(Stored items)

⁂

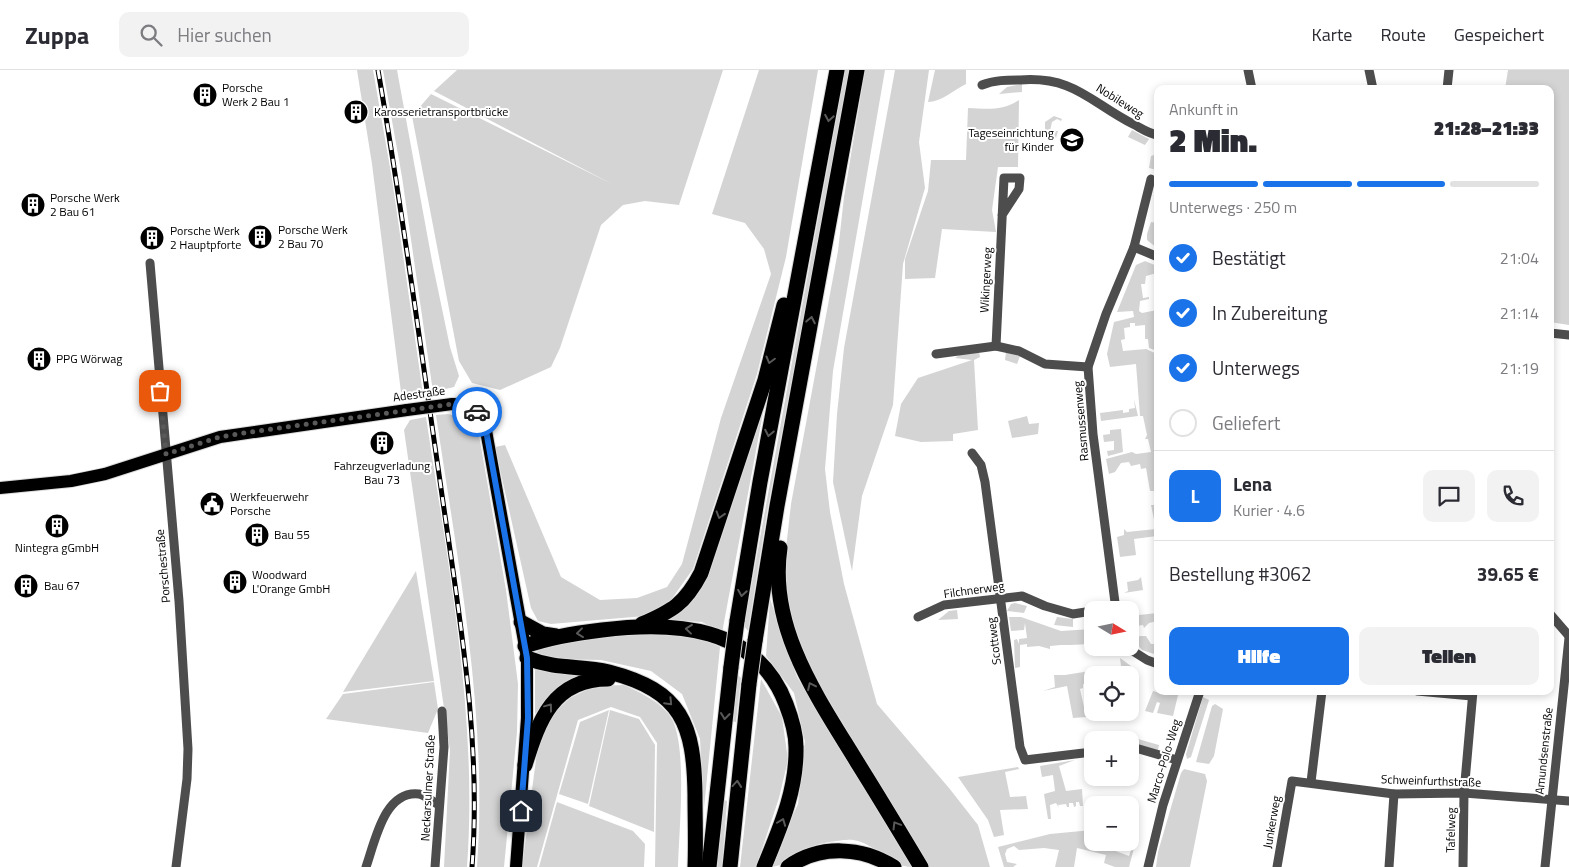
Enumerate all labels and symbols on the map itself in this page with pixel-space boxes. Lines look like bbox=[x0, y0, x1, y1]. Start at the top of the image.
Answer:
place label: Porsche Werk 2 Bau 1 bbox=[222, 78, 290, 111]
street label: Nobileweg bbox=[1093, 78, 1148, 123]
building icon: Porsche Werk 2 Bau 1 bbox=[192, 82, 218, 108]
building icon: Karosserietransportbrücke bbox=[343, 99, 369, 125]
place label: Karosserietransportbrücke bbox=[374, 102, 508, 121]
one-way arrow bbox=[824, 114, 834, 122]
place label: Tageseinrichtung für Kinder bbox=[968, 123, 1054, 156]
school or university icon: Tageseinrichtung für Kinder bbox=[1059, 127, 1085, 153]
place label: Porsche Werk 2 Bau 61 bbox=[50, 188, 120, 221]
building icon: Porsche Werk 2 Bau 61 bbox=[20, 192, 46, 218]
place label: Porsche Werk 2 Bau 70 bbox=[278, 220, 348, 253]
place label: Porsche Werk 2 Hauptpforte bbox=[170, 221, 241, 254]
building icon: Porsche Werk 2 Bau 70 bbox=[247, 224, 273, 250]
building icon: Porsche Werk 2 Hauptpforte bbox=[139, 225, 165, 251]
street label: Wikingerweg bbox=[974, 247, 997, 313]
one-way arrow bbox=[806, 316, 816, 325]
building icon: PPG Wörwag bbox=[26, 346, 52, 372]
place label: PPG Wörwag bbox=[56, 349, 122, 368]
one-way arrow bbox=[765, 356, 776, 365]
pin bbox=[139, 370, 181, 412]
street label: Adestraße bbox=[392, 380, 446, 407]
street label: Rasmussenweg bbox=[1068, 380, 1093, 462]
courier bbox=[452, 387, 502, 437]
one-way arrow bbox=[764, 429, 775, 438]
building icon: Fahrzeugverladung Bau 73 bbox=[369, 430, 395, 456]
place label: Fahrzeugverladung Bau 73 bbox=[334, 456, 430, 489]
place label: Werkfeuerwehr Porsche bbox=[230, 487, 309, 520]
public building icon: Werkfeuerwehr Porsche bbox=[199, 491, 225, 517]
one-way arrow bbox=[716, 511, 726, 519]
building icon: Nintegra gGmbH bbox=[44, 513, 70, 539]
building icon: Bau 55 bbox=[244, 522, 270, 548]
place label: Bau 55 bbox=[274, 525, 310, 544]
street label: Porschestraße bbox=[150, 528, 175, 604]
place label: Nintegra gGmbH bbox=[15, 538, 99, 557]
place label: Woodward L'Orange GmbH bbox=[252, 565, 330, 598]
building icon: Woodward L'Orange GmbH bbox=[222, 569, 248, 595]
building icon: Bau 67 bbox=[13, 573, 39, 599]
place label: Bau 67 bbox=[44, 576, 80, 595]
street label: Filchnerweg bbox=[942, 576, 1006, 603]
one-way arrow bbox=[737, 589, 747, 598]
north arrow bbox=[1084, 601, 1139, 656]
street label: Scottweg bbox=[981, 616, 1006, 666]
one-way arrow bbox=[685, 624, 693, 635]
one-way arrow bbox=[576, 627, 584, 638]
one-way arrow bbox=[807, 682, 818, 691]
one-way arrow bbox=[663, 696, 672, 705]
one-way arrow bbox=[543, 704, 552, 713]
street label: Amundsenstraße bbox=[1529, 707, 1558, 795]
one-way arrow bbox=[720, 712, 731, 720]
street label: Marco-Polo-Weg bbox=[1142, 716, 1185, 805]
street label: Neckarsulmer Straße bbox=[415, 734, 440, 842]
street label: Schweinfurthstraße bbox=[1381, 769, 1482, 792]
one-way arrow bbox=[731, 779, 742, 787]
pin bbox=[500, 790, 542, 832]
street label: Junkerweg bbox=[1258, 794, 1286, 850]
street label: Tafelweg bbox=[1441, 807, 1460, 853]
one-way arrow bbox=[776, 818, 786, 826]
one-way arrow bbox=[892, 822, 902, 831]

⁂

◆ What the task asks: Going through the entries, return every line holding the word "Orange".

◆ Result of the exercise:
place label: Woodward L'Orange GmbH bbox=[252, 565, 330, 598]
building icon: Woodward L'Orange GmbH bbox=[222, 569, 248, 595]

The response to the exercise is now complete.